[Collected data entries]
>>>

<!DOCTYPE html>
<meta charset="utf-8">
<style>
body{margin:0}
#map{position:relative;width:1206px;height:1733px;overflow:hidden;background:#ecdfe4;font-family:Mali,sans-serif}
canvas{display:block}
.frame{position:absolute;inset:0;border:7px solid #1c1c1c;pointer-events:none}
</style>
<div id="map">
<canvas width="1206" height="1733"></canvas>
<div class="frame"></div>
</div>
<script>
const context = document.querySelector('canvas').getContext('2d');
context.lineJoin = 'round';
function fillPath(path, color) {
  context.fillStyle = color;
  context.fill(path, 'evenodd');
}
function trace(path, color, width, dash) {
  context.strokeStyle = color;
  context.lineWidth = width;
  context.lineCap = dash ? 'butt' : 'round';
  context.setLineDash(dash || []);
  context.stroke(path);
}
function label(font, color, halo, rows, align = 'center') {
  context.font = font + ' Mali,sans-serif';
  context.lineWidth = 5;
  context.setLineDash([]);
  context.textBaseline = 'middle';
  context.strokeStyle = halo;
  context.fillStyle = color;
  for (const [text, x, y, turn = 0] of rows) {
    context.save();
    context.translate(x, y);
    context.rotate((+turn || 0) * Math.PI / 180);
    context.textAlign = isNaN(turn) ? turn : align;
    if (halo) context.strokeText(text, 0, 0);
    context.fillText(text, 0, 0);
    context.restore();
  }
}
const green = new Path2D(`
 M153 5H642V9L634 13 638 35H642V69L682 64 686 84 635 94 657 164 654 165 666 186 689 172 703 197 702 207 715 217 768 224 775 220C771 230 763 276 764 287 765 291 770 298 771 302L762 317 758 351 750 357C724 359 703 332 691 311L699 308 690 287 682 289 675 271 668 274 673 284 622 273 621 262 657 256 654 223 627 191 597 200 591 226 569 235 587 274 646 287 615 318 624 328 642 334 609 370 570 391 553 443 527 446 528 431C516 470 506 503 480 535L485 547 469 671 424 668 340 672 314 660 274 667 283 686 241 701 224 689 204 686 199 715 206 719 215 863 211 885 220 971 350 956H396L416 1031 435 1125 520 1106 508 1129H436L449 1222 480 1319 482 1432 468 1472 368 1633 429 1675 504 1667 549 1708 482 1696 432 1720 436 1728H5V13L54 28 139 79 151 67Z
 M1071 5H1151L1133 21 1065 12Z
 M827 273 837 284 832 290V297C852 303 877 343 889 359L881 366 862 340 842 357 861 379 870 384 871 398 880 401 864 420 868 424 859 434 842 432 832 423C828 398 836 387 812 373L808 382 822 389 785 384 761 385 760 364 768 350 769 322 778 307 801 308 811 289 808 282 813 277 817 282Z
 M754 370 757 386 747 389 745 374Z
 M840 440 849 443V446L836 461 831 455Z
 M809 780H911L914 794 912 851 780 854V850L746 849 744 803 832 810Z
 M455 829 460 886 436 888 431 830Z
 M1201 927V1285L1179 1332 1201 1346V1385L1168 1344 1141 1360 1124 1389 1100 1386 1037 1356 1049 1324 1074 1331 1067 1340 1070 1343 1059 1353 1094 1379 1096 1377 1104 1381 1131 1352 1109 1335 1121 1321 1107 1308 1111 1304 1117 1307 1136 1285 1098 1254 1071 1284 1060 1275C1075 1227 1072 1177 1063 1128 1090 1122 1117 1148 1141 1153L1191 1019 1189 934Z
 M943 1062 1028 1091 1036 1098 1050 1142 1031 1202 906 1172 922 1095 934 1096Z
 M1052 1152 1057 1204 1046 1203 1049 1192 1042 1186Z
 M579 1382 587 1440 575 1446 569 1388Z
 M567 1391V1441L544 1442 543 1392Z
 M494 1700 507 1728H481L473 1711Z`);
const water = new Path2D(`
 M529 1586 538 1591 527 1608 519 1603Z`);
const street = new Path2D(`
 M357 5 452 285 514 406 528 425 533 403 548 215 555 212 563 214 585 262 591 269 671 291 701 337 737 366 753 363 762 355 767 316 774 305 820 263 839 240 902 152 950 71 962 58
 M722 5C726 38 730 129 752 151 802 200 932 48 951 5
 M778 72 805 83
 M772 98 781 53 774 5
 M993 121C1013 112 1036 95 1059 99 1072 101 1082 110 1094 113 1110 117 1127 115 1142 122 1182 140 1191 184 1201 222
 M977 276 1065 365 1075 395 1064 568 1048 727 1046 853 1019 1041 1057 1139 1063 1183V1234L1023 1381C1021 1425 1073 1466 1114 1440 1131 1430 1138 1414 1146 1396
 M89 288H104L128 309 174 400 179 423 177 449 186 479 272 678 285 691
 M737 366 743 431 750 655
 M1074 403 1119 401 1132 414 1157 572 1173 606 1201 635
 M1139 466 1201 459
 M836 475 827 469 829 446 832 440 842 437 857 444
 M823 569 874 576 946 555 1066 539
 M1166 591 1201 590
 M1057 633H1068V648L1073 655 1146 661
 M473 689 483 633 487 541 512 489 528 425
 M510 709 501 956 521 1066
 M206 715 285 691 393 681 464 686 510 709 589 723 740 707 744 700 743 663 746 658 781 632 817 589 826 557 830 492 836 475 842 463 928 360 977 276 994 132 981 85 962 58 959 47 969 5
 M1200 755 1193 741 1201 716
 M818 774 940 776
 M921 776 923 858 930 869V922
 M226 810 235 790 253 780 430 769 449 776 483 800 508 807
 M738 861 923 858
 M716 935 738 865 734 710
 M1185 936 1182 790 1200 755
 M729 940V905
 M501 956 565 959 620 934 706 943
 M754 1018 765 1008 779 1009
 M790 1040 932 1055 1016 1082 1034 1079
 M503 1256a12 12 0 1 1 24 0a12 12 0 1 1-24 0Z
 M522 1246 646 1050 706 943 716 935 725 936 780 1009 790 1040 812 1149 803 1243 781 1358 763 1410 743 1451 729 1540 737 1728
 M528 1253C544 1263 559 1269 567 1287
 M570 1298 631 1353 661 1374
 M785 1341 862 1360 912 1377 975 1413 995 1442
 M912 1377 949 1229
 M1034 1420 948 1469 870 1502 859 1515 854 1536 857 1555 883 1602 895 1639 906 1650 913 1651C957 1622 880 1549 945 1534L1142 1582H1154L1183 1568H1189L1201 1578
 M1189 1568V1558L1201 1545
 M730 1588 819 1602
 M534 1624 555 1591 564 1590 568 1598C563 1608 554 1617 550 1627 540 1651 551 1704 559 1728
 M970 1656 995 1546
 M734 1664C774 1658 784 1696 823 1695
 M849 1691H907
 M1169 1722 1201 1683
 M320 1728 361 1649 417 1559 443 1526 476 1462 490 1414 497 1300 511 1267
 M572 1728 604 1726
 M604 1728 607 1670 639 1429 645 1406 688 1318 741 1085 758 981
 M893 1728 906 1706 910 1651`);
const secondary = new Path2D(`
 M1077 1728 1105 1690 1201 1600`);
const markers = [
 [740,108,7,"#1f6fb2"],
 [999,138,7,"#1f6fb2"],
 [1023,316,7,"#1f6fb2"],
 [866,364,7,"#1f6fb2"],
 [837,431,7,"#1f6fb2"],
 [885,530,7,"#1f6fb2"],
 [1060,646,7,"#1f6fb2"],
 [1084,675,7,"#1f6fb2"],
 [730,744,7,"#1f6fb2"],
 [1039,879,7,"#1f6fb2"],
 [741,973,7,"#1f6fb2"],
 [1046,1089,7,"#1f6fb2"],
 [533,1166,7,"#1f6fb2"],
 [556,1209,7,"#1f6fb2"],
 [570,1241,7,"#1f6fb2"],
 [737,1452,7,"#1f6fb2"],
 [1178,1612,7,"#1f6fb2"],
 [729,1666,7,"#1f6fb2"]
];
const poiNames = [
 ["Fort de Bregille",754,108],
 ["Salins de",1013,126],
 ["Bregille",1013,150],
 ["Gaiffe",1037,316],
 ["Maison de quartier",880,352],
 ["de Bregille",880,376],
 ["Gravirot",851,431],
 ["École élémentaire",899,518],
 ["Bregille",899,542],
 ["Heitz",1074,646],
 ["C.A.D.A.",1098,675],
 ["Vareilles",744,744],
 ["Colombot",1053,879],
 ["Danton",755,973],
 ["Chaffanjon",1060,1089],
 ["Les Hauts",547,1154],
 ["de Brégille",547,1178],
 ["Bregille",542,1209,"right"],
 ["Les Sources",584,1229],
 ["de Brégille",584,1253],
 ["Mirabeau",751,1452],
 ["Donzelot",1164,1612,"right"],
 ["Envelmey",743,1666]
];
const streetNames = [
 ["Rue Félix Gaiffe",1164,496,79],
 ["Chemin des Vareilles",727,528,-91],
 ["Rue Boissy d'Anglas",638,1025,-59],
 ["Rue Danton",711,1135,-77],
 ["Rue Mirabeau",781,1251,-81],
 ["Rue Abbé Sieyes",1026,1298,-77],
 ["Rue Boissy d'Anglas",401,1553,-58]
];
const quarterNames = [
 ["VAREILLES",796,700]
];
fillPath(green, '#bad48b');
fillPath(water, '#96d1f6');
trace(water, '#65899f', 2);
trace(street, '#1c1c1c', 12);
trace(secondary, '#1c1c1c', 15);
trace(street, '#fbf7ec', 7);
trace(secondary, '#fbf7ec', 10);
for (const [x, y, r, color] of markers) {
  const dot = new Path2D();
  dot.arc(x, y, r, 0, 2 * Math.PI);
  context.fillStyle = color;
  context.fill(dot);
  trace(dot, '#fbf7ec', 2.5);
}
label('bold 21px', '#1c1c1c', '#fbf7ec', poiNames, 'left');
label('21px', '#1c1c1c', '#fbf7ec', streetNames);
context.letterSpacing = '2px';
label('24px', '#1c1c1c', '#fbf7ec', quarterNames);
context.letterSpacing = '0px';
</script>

<<<

- **PROBLEM TO WORK ON**: Check the records above line by line and tally those holding the string "turn". Answer with the number only.

- **TASK ANSWER**: 3